# WiFi must be enabled?



## Mayday (May 30, 2015)

When I logged in last night, Lyft required me to enable WiFi. Without it, I could not log in. What's up with that?


----------



## Warpedlogic (Jun 21, 2015)

I know it's for improving location accuracy, but I didn't know how until I read a quora article about it. I can't post links yet, but it's essentially triangulation based off known wifi hotspot gps coordinates that Google and other companies have amassed and you don't need to be connected to a WiFi hotspot for it to work.


----------



## GearJammer (Jul 9, 2014)

And it is a battery killer too, terrible update.


----------



## Mayday (May 30, 2015)

Warpedlogic said:


> I know it's for improving location accuracy, but I didn't know how until I read a quora article about it. I can't post links yet, but it's essentially triangulation based off known wifi hotspot gps coordinates that Google and other companies have amassed and you don't need to be connected to a WiFi hotspot for it to work.

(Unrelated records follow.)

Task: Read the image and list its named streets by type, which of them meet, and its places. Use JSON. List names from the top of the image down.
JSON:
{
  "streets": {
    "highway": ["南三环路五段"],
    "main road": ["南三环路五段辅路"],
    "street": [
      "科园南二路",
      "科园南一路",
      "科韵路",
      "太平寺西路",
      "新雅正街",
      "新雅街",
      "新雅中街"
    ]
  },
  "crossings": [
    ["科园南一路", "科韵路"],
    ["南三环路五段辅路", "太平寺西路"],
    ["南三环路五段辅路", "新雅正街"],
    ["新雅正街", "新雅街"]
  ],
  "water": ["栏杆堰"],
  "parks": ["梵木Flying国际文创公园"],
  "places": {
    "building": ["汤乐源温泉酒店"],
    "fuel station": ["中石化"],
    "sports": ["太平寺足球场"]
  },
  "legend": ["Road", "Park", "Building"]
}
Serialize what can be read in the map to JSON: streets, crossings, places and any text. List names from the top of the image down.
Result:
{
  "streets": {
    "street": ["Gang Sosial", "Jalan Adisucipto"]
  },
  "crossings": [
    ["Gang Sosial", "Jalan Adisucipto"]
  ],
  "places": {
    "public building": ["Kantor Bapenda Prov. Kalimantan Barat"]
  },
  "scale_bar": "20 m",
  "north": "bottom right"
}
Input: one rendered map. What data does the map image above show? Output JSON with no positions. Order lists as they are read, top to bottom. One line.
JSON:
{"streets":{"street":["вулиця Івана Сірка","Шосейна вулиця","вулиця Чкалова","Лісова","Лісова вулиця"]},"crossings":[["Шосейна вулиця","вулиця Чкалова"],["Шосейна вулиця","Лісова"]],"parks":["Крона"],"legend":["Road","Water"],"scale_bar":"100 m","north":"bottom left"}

It's also a way to find you if you turn off your "location" service.


----------



## Kingo9 (May 20, 2015)

Its BS. I turn wifi off right after I turn driver mode on. Sometimes wifi connects to a 'hhonors', 'linksys', 'xfinityhotspot', 'att', etc as I am driving and then I lose the connection. It's idiotic.


----------



## Bart McCoy (Nov 4, 2014)

Yeah this is crazy, im riding around using my MOBILE connection but lyft FORCES me to turn on wifi and let it search for wifi networks while im not on wifi. Smhh. I just started lyft a week ago so that blew me off the top. Plus I like to tether my phoen to my tablet and that always knocks the tether off. I just dont understand why if you're doing lyft with your mobile phoen where o where would you be using wifi to pick up and transport pax?


----------



## Fek'lhr (Apr 13, 2016)

Turn off the option to search for new networks in your phone settings and you will never connect with any WIFI except the ones you specify.


----------



## Bart McCoy (Nov 4, 2014)

Fek'lhr said:


> Turn off the option to search for new networks in your phone settings and you will never connect with any WIFI except the ones you specify.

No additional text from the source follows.